● Work instructions
The listing below has to be output exactly as given, less its pictures.

#### Data excerpts ####

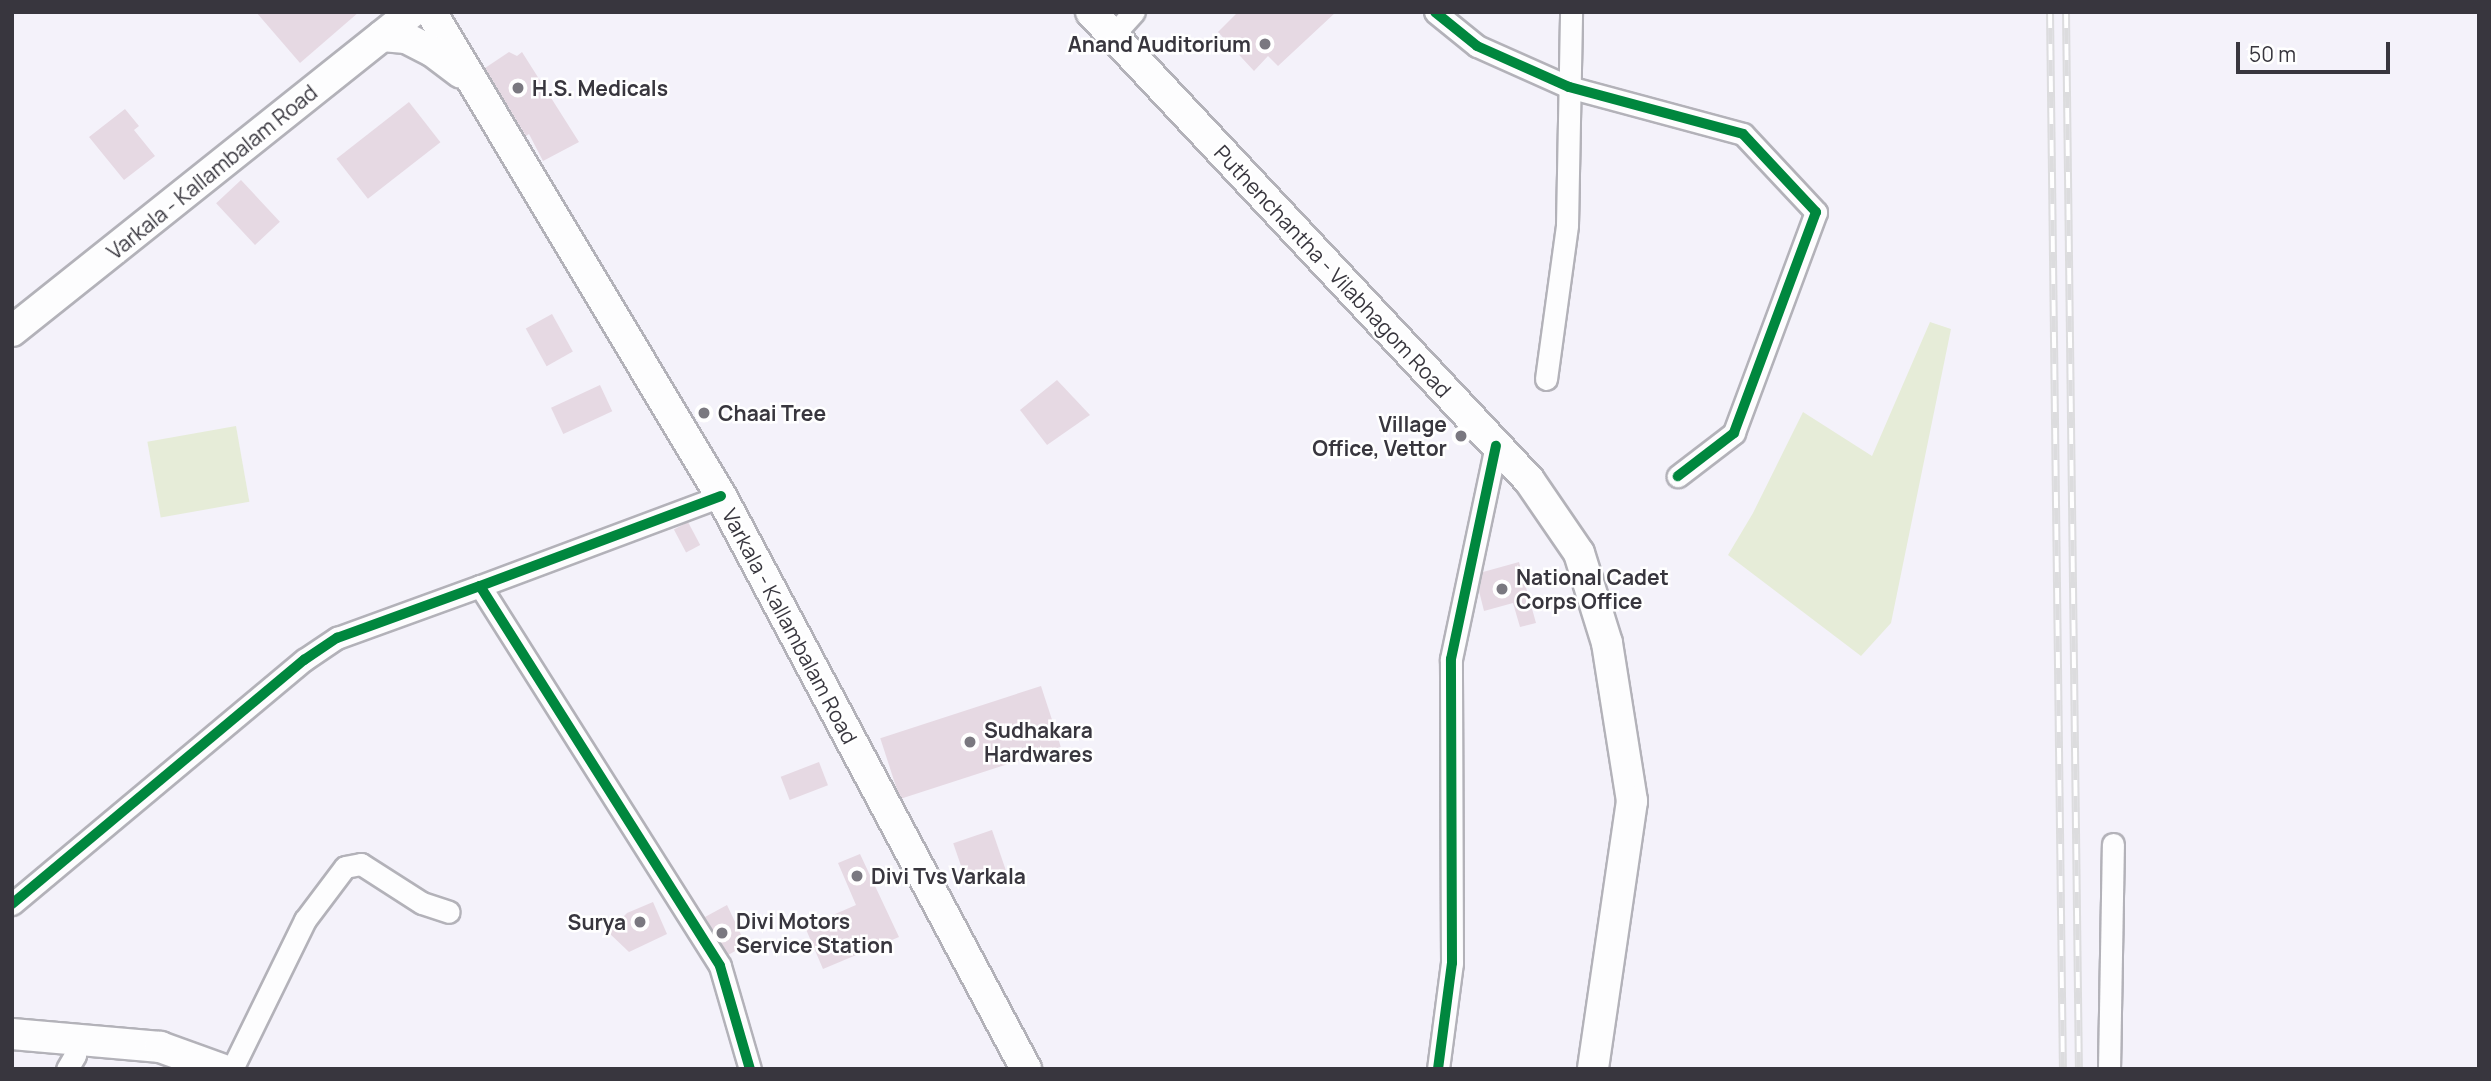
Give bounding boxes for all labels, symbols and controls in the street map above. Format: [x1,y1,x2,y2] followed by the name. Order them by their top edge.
[2239,28,2393,72] scale bar
[1068,31,1251,57] place label: Anand Auditorium
[1257,36,1273,52] marker: Anand Auditorium
[2249,40,2296,68] text: 50 m
[532,75,668,101] place label: H.S. Medicals
[102,80,322,264] street label: Varkala - Kallambalam Road
[510,80,526,96] marker: H.S. Medicals
[1209,140,1457,402] street label: Puthenchantha - Vilabhagom Road
[718,400,826,426] place label: Chaai Tree
[696,405,712,421] marker: Chaai Tree
[1312,411,1447,461] place label: Village Office, Vettor
[1453,428,1469,444] marker: Village Office, Vettor
[717,504,863,748] street label: Varkala - Kallambalam Road
[1516,564,1669,614] place label: National Cadet Corps Office
[1494,581,1510,597] marker: National Cadet Corps Office
[984,717,1093,767] place label: Sudhakara Hardwares
[962,734,978,750] marker: Sudhakara Hardwares
[871,863,1026,889] place label: Divi Tvs Varkala
[849,868,865,884] marker: Divi Tvs Varkala
[736,908,893,958] place label: Divi Motors Service Station
[568,909,626,935] place label: Surya
[632,914,648,930] marker: Surya
[714,925,730,941] marker: Divi Motors Service Station

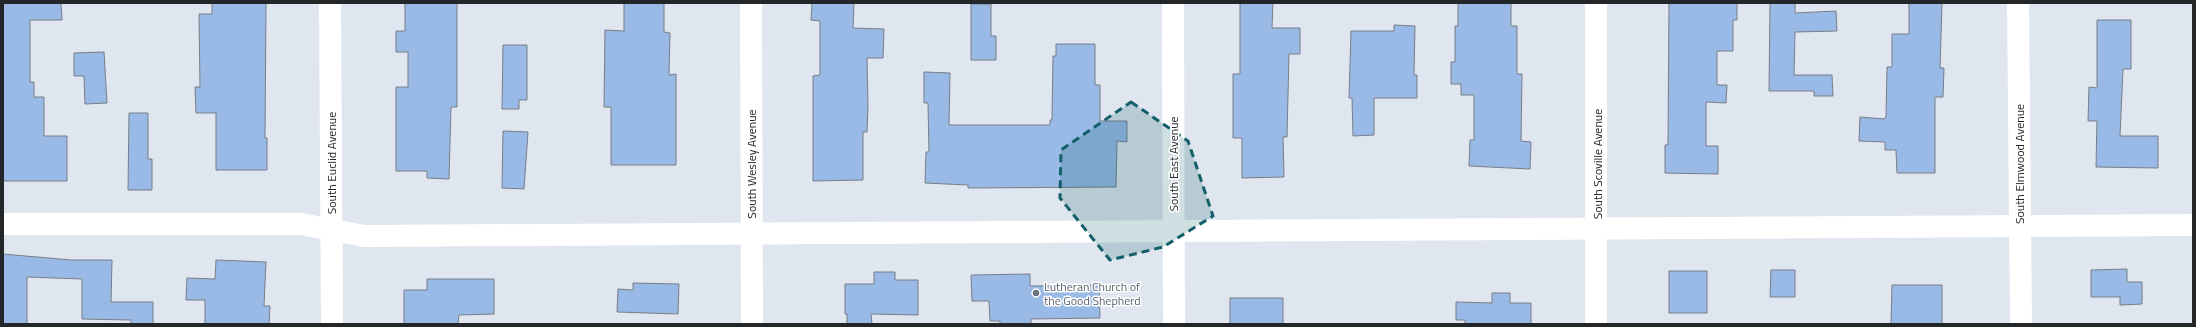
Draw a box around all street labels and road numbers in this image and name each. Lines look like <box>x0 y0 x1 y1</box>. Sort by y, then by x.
street label: South Elmwood Avenue <box>2010 104 2029 224</box>
street label: South Wesley Avenue <box>742 109 761 219</box>
street label: South Scoville Avenue <box>1588 109 1607 219</box>
street label: South Euclid Avenue <box>322 112 341 214</box>
street label: South East Avenue <box>1164 116 1183 212</box>

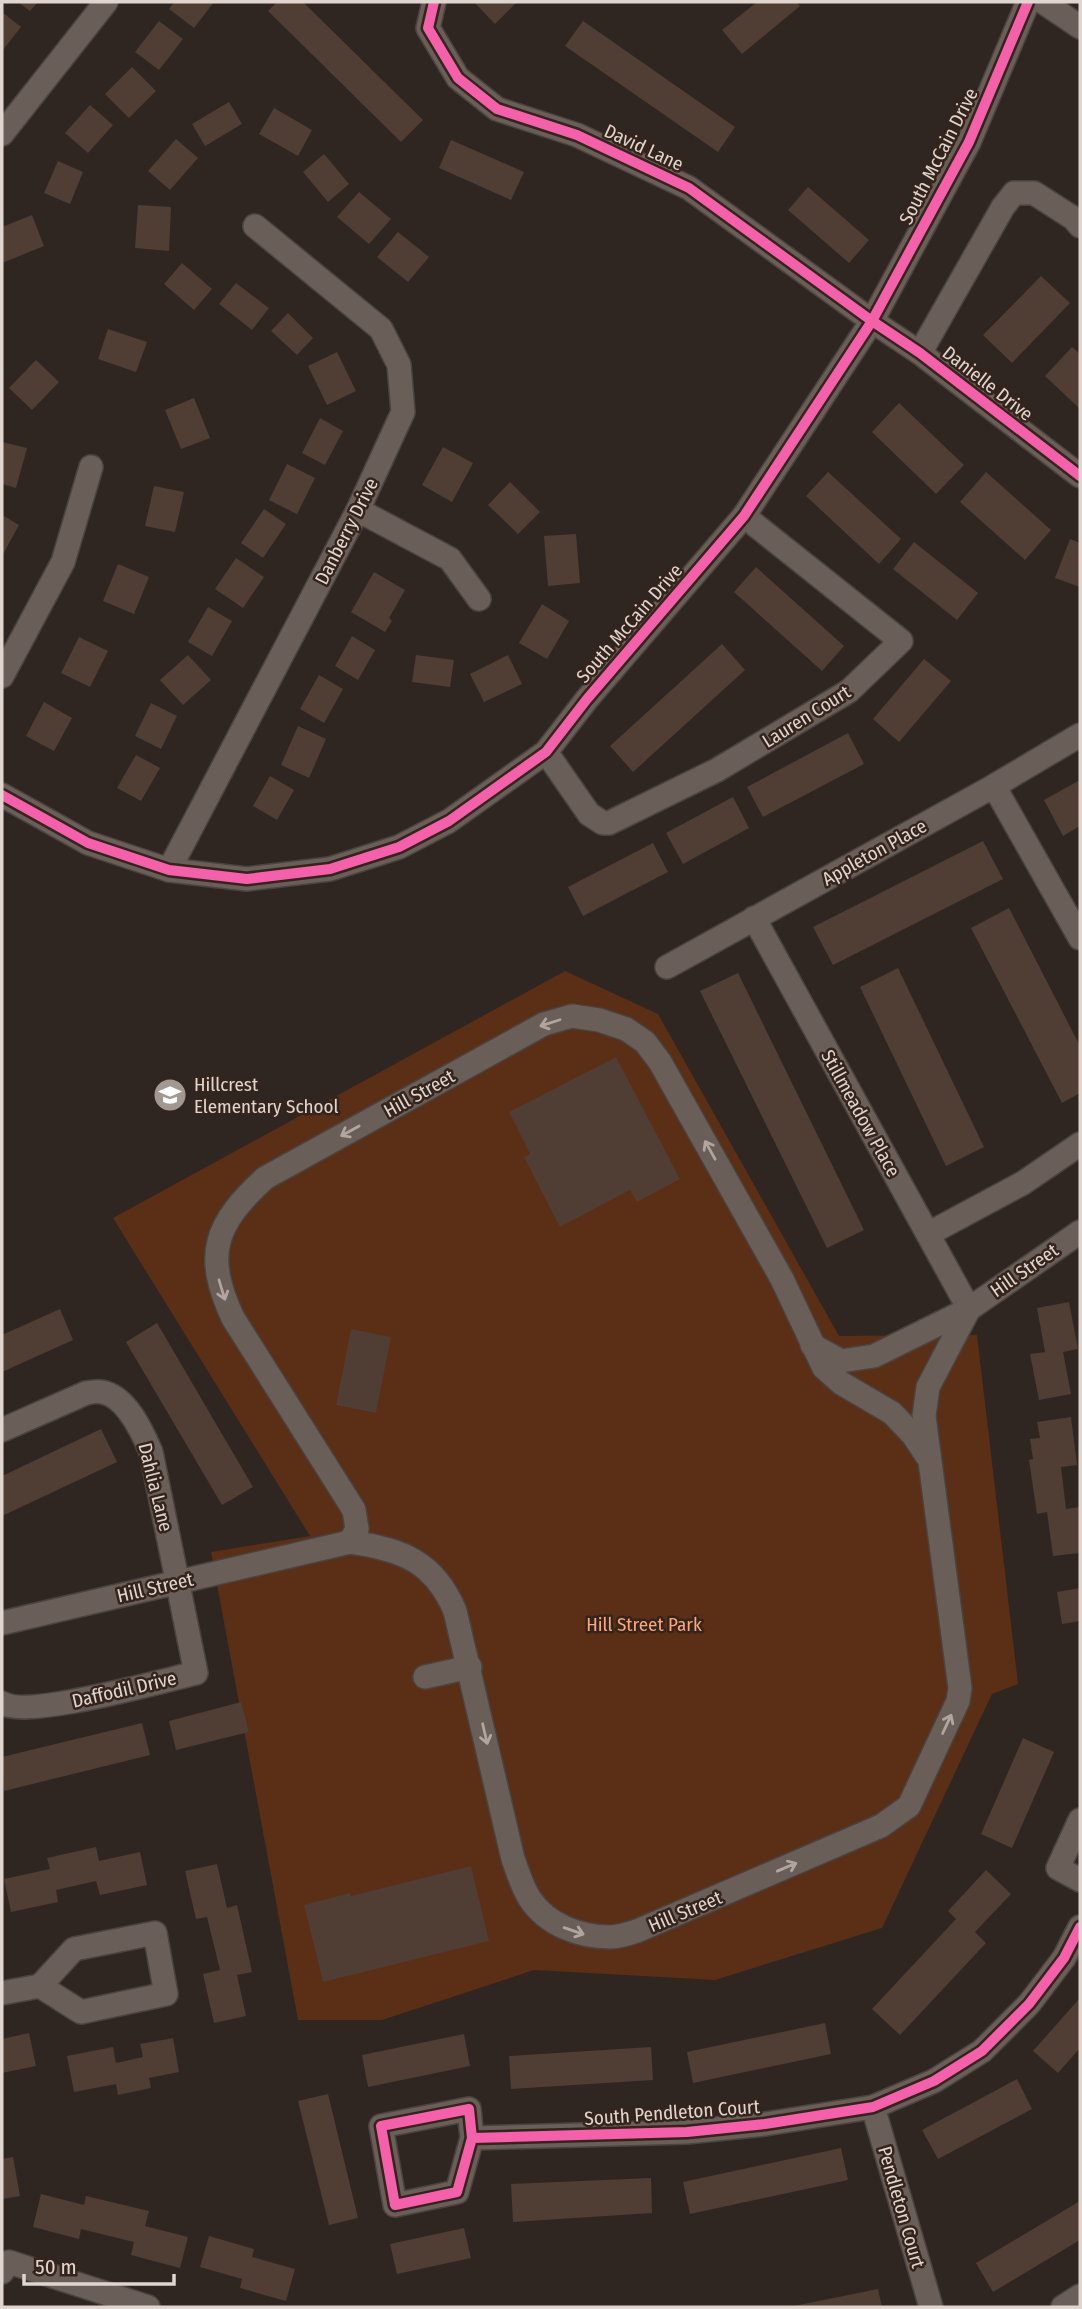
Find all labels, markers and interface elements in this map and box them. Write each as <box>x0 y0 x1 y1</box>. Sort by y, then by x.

####

● Answer to this task
Give bounding boxes for all labels, symbols and controls in the street map above. Format: [x1,y1,x2,y2] followed by the name. Order them by their top edge.
[2239,28,2393,72] scale bar
[1068,31,1251,57] place label: Anand Auditorium
[1257,36,1273,52] marker: Anand Auditorium
[2249,40,2296,68] text: 50 m
[532,75,668,101] place label: H.S. Medicals
[102,80,322,264] street label: Varkala - Kallambalam Road
[510,80,526,96] marker: H.S. Medicals
[1209,140,1457,402] street label: Puthenchantha - Vilabhagom Road
[718,400,826,426] place label: Chaai Tree
[696,405,712,421] marker: Chaai Tree
[1312,411,1447,461] place label: Village Office, Vettor
[1453,428,1469,444] marker: Village Office, Vettor
[717,504,863,748] street label: Varkala - Kallambalam Road
[1516,564,1669,614] place label: National Cadet Corps Office
[1494,581,1510,597] marker: National Cadet Corps Office
[984,717,1093,767] place label: Sudhakara Hardwares
[962,734,978,750] marker: Sudhakara Hardwares
[871,863,1026,889] place label: Divi Tvs Varkala
[849,868,865,884] marker: Divi Tvs Varkala
[736,908,893,958] place label: Divi Motors Service Station
[568,909,626,935] place label: Surya
[632,914,648,930] marker: Surya
[714,925,730,941] marker: Divi Motors Service Station

Draw a box around all street labels and road numbers in this image and name each. Lines look like <box>x0 y0 x1 y1</box>. Sort by y, then by x.
street label: South Elmwood Avenue <box>2010 104 2029 224</box>
street label: South Wesley Avenue <box>742 109 761 219</box>
street label: South Scoville Avenue <box>1588 109 1607 219</box>
street label: South Euclid Avenue <box>322 112 341 214</box>
street label: South East Avenue <box>1164 116 1183 212</box>

Find all labels, markers and interface elements in this map and box them. Write each as <box>x0 y0 x1 y1</box>. Sort by y, then by x.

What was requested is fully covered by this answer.